Wed, 26 Aug 2009 04:14:38 +0000 (21:14 -0700)
author Roland McGrath <roland@redhat.com>
Wed, 26 Aug 2009 04:14:38 +0000 (21:14 -0700)
committer Roland McGrath <roland@redhat.com>
Wed, 26 Aug 2009 04:14:38 +0000 (21:14 -0700)
diff --git a/libdw/ChangeLog b/libdw/ChangeLog

index 090e3be6876dbf78cfba4be84e4db990764536c2..308fda3efc68c26e9e94c14e48b9d8f22da1cb62 100644 (file)
--- a/libdw/ChangeLog
+++ b/libdw/ChangeLog
@@ -1,3 +1,9 @@
+2009-08-25  Roland McGrath  <roland@redhat.com>
+
+       * c++/dwarf_tracker: Soup up circular reference handling to handle
+       mismatched duplication vs sharing in semantically matching trees.
+       * c++/dwarf_comparator: Update user.
+
  2009-08-21  Roland McGrath  <roland@redhat.com>
  
         * c++/subr.hh (hash<std::string>): Use elf_gnu_hash algorithm.
diff --git a/libdw/c++/dwarf_comparator b/libdw/c++/dwarf_comparator

index 3e136639197334317ab3b3560f17a4464ec2a735..e3467751745c05405619dec28973d2973f8cee4d 100644 (file)
--- a/libdw/c++/dwarf_comparator
+++ b/libdw/c++/dwarf_comparator
@@ -142,23 +142,34 @@ namespace elfutils
        return false;
      }
  
-    struct reference_match
+    struct reference_match {};
+
+    // This call is used purely in hopes of a cache hit.
+    inline bool prematch (reference_match &, const die1 &, const die2 &)
      {
-      inline bool cannot_match () const
-      {
-       return false;
-      }
-      inline void notice_match (const die2 &, bool) const
-      {
-      }
-    };
+      return false;
+    }
  
+    // This call is used only as part of a real reference lookup.

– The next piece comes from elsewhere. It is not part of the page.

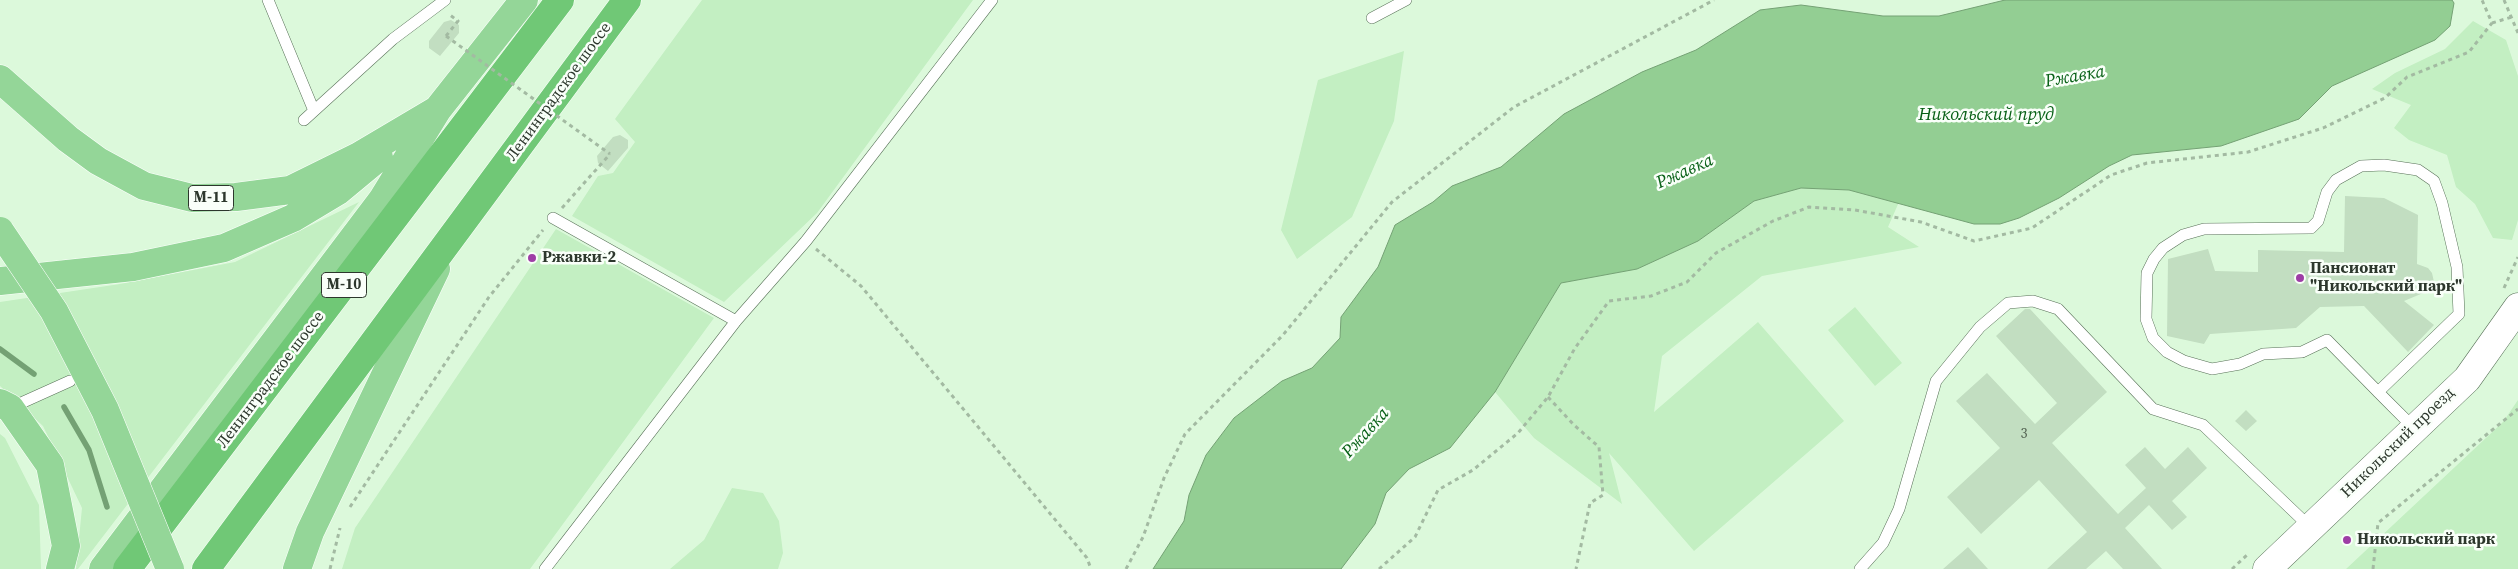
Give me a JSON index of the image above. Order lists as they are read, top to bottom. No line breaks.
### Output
{"streets":{"highway":["Ленинградское шоссе","М-10"],"main road":["М-11"],"street":["Никольский проезд"]},"crossings":[["М-11","М-10"]],"water":["Ржавка","Никольский пруд"],"places":["Ржавки-2","Пансионат \"Никольский парк\"","Никольский парк"],"house_numbers":["3"]}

      inline bool reference_matched (reference_match &,
                                    const die1 &, const die2 &)
      {
        return false;
      }
  
+    // Check for a negative cache hit after prematch or reference_match.

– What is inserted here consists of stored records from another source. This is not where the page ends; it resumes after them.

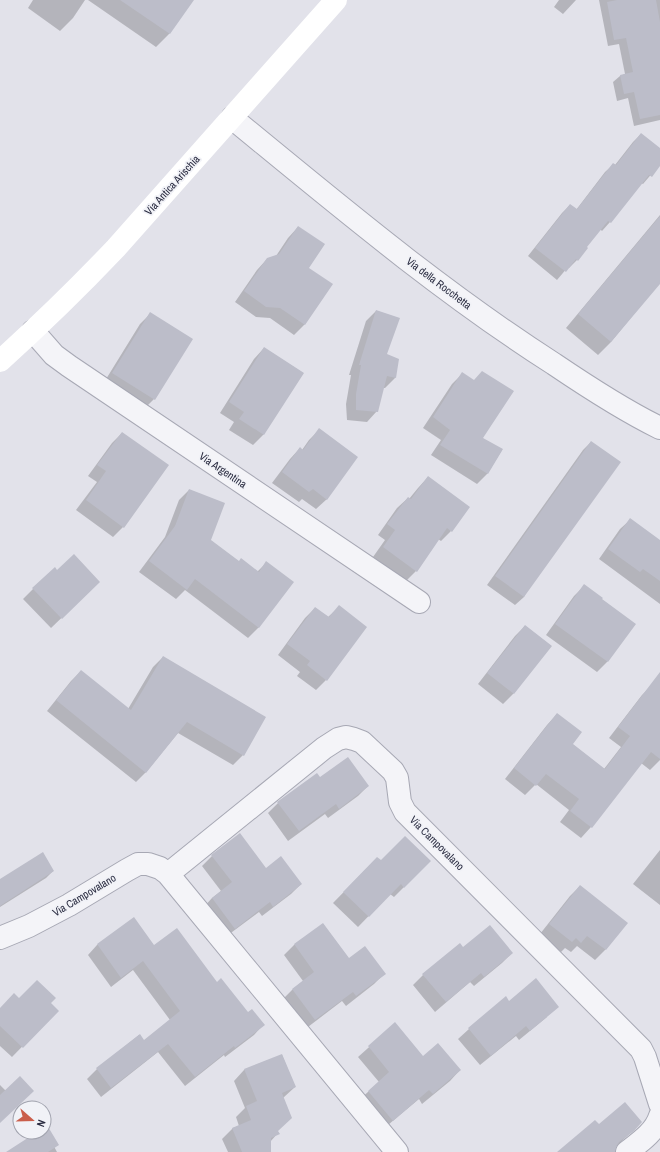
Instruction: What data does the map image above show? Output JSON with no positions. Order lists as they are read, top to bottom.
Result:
{
  "streets": {
    "main road": ["Via Antica Arischia"],
    "street": ["Via della Rocchetta", "Via Argentina", "Via Campovalano"]
  },
  "crossings": [
    ["Via Antica Arischia", "Via della Rocchetta"],
    ["Via Antica Arischia", "Via Argentina"]
  ],
  "north": "right"
}
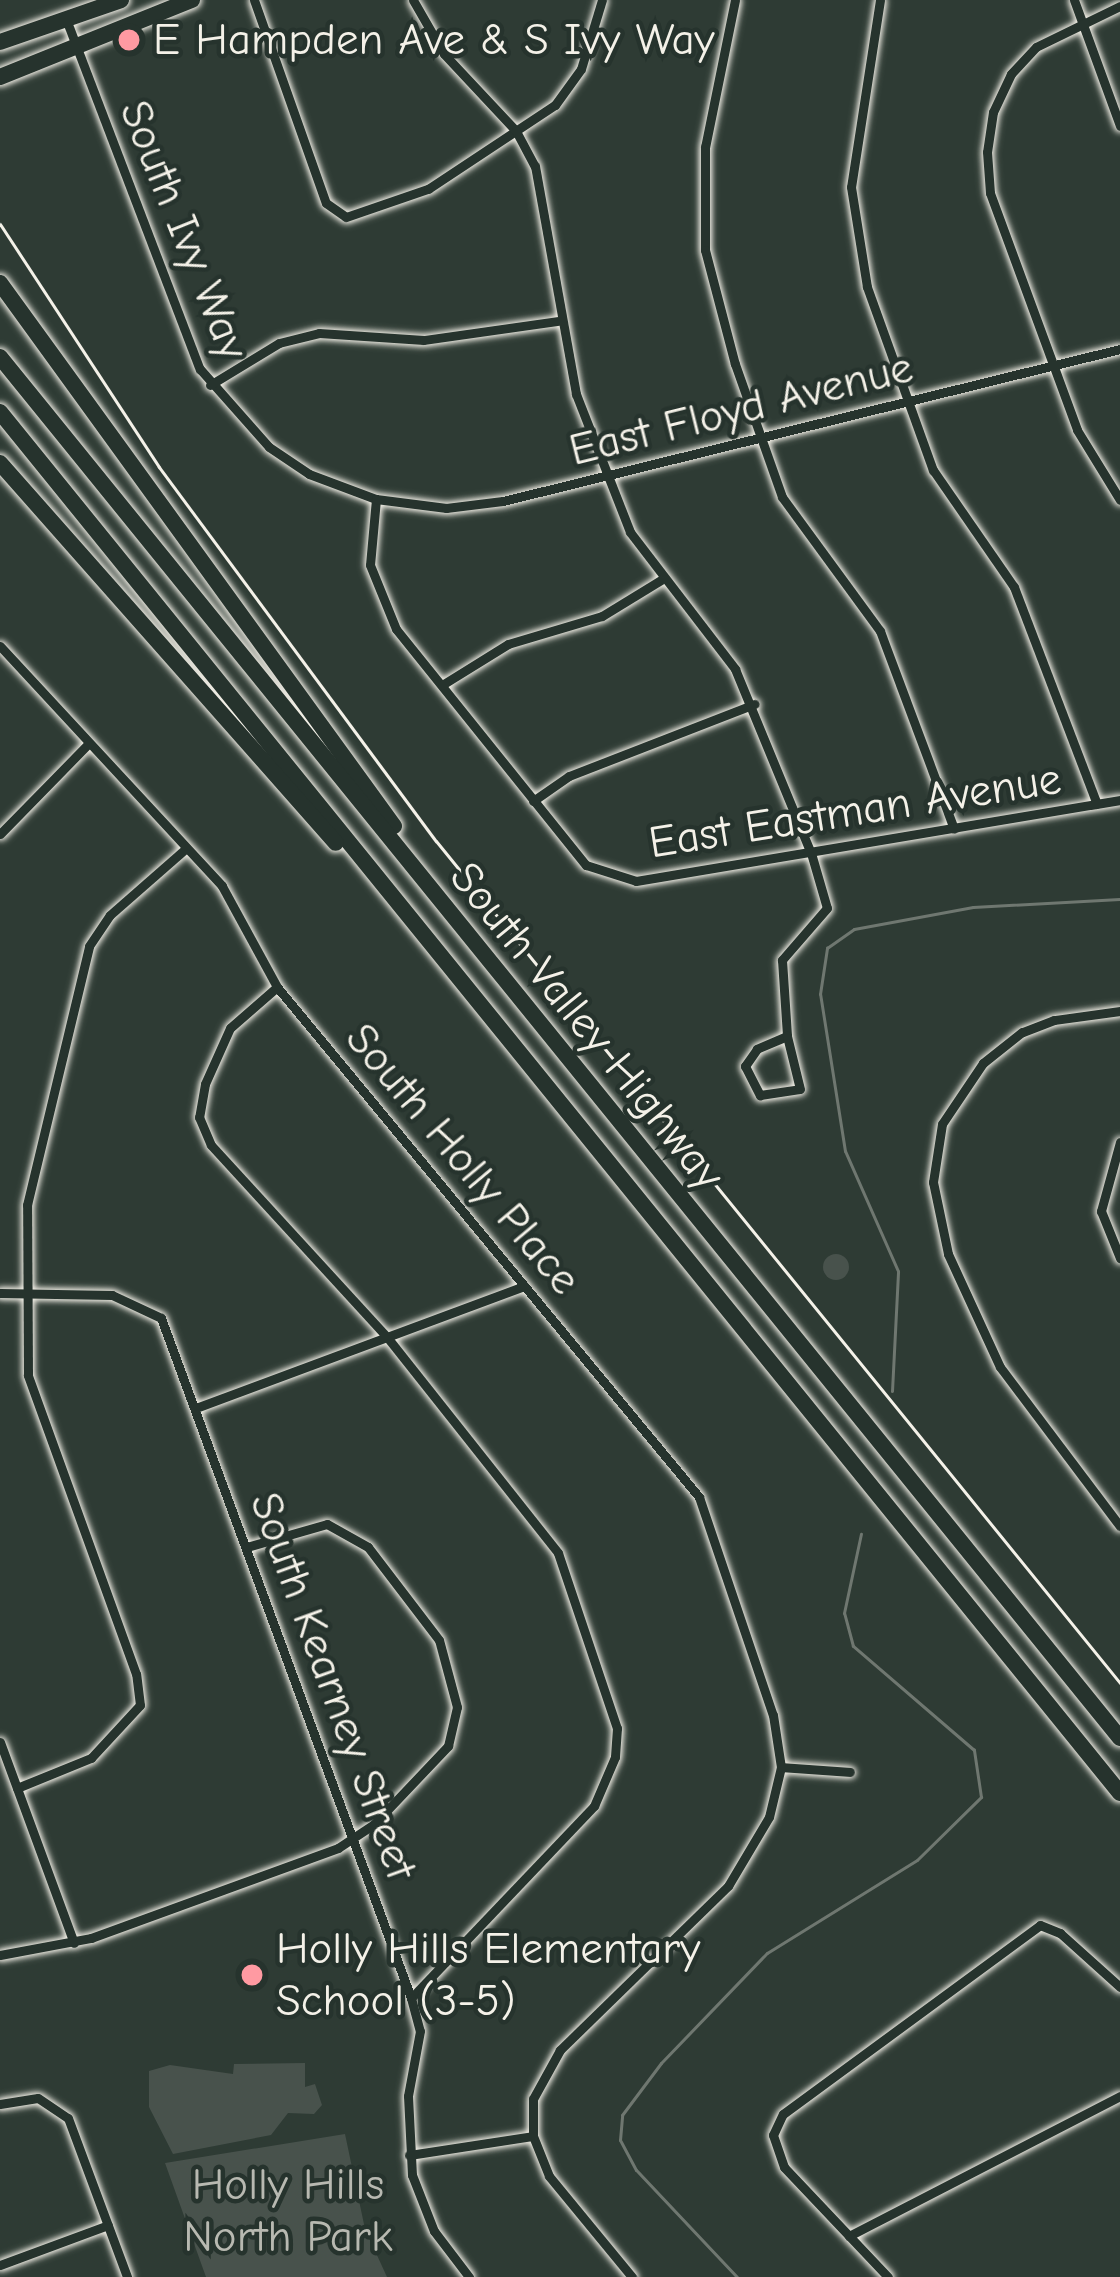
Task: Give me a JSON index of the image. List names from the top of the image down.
{
  "streets": {
    "highway": ["South Valley Highway"],
    "street": [
      "South Ivy Way",
      "East Floyd Avenue",
      "East Eastman Avenue",
      "South Holly Place",
      "South Kearney Street"
    ]
  },
  "crossings": [
    ["South Ivy Way", "East Floyd Avenue"]
  ],
  "parks": ["Holly Hills North Park"],
  "places": ["E Hampden Ave & S Ivy Way", "Holly Hills Elementary School (3-5)"]
}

+    inline bool cannot_match (reference_match &, const die1 &, const die2 &)
+    {
+      return false;
+    }
+
+    // This can cache a result.
+    inline bool notice_match (reference_match &, const die1 &, const die2 &,
+                             bool result)
+    {
+      return result;
+    }
+
      inline dwarf_tracker_base ()
      {}
  
@@ -235,9 +246,13 @@ namespace elfutils
      inline bool match (const die1 &a, const die2 &b)
      {
        _m_tracker.visit (a, b);
-      return (a.tag () == b.tag ()
-             && match (a.attributes (), b.attributes ())
-             && match (a.children (), b.children ()));
+      if (a.tag () != b.tag ())
+       return nomatch (a, b, "DIE tag");
+      if (!match (a.attributes (), b.attributes ()))
+       return nomatch (a, b, "DIE attrs");
+      if (! match (a.children (), b.children ()))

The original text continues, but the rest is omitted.